Total operating expenses were comprised of $285 million in R&D and $199 million in SG&A. Given the strong demand backdrop, rapid expansion of our business over the last couple of years and our revenue expectations for the business going forward, we expect to continue to invest in our global infrastructure and systems to scale the KLA operating model to facilitate growth. This includes investing in new product development programs and volume-dependent resources to support our business expansion as we position the company to execute against our long-term structural growth thesis. Furthermore, we, as most companies, are seeing a strong labor market driving cost pressure across our global workforce and adjustments related to our annual merit process that went into effect during March.
As a result, we expect operating expenses to grow to approximately $525 million in the June quarter, and we forecast quarterly operating expenses to trend higher over the balance of 2022, along with our sequential revenue growth expectations. We continue to size the company based on our target operating model which delivers 40% to 50% incremental operating margin leverage on revenue growth over our normalized time horizon. Non-GAAP operating income as a percentage of revenue was once again strong at 41.7% in the March quarter. Other income and expense net was $46 million compared with guidance of $41 million, with the variance from guidance reflecting the mark-to-market impact of a strategic supply investment. For the June quarter, we forecast other income and expense net at approximately $43 million. The quarterly effective tax rate was 14.6%, above our guided tax rate of 13.5%. Non-GAAP earnings per share at the guided tax rate would have been $5.20. Non-GAAP net income was $776 million. GAAP net income was $731 million. Cash flow from operations was $819 million. And free cash flow was $79 million, resulting in free cash flow conversion of 93% and free cash flow margin of 31.4%. Looking at revenue by reportable segments and end markets. Revenue for the Semiconductor Process Control segment, including its associated service business, was $1.98 billion, up 31% year-over-year and down 4% sequentially as expected.
The approximate Semiconductor Process Control system customer segment mix for foundry logic customers was approximately 63%. Memory was approximately 37%, with a further breakdown comprised of 26% from DRAM customers and 11% from NAND. Revenue for our EPC group continues to be driven by strength in automotive, 5G and advanced packaging. Within EPC, the specialty semiconductor process segment, which includes its associated service business, generated revenue of $117 million, up 28% over the prior year and up 4% sequentially. PCB, Display and Component Inspection revenue was $193 million, down 6% year-over-year and up 2% on a sequential basis.

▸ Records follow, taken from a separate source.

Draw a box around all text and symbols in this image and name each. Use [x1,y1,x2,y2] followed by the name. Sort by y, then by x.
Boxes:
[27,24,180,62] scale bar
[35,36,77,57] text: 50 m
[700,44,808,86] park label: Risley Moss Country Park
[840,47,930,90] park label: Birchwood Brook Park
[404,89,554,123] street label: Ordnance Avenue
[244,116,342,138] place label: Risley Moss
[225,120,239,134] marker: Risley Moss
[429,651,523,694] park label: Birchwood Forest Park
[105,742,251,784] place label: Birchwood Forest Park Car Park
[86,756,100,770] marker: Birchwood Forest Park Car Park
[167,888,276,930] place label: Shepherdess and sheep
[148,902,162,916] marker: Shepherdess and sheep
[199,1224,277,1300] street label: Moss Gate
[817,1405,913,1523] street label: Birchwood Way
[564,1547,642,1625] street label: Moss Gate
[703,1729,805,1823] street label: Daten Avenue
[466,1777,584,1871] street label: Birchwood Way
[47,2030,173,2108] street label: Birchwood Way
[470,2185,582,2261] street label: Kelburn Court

For an additional breakdown of revenue by major products in region, please see the shareholder letter and slides. In terms of the balance sheet, KLA ended the quarter with $2.6 billion in total cash, debt of $3.7 billion and a flexible and attractive bond maturity profile supported by strong investment-grade ratings from all three agencies. We have growing confidence in our business over the long run and are committed to a consistent strategy of cash returns to shareholders that enables growing dividends and increased share repurchases. Over the long term, we target returning at least 70% of free cash flow generated. Our capital return strategy underscores our strong record of predictable and productive capital deployment and remains an important differentiating element of the KLA investment thesis.
Over the last 12 months, KLA has returned $2.3 billion to shareholders, including $1.7 billion in share repurchases and $620 million in dividends paid. KLA has an impressive history of consistent free cash flow generation, high free cash flow conversion and a strong free cash flow margin across all phases of the business cycle and economic conditions. Turning to the outlook. Our overall semiconductor demand and WFE outlook for calendar '22 remains unchanged. We expect the WFE market to grow in the mid-teens to over $100 billion in 2022, off a higher base of approximately $87 billion in calendar '21 after assessing reported results for the December quarter. Although based on pure company March reporting, it appears that industry supply issues will increase the loading in the second half of the year. This reflects the continued broad-based strength of demand across all customer segments.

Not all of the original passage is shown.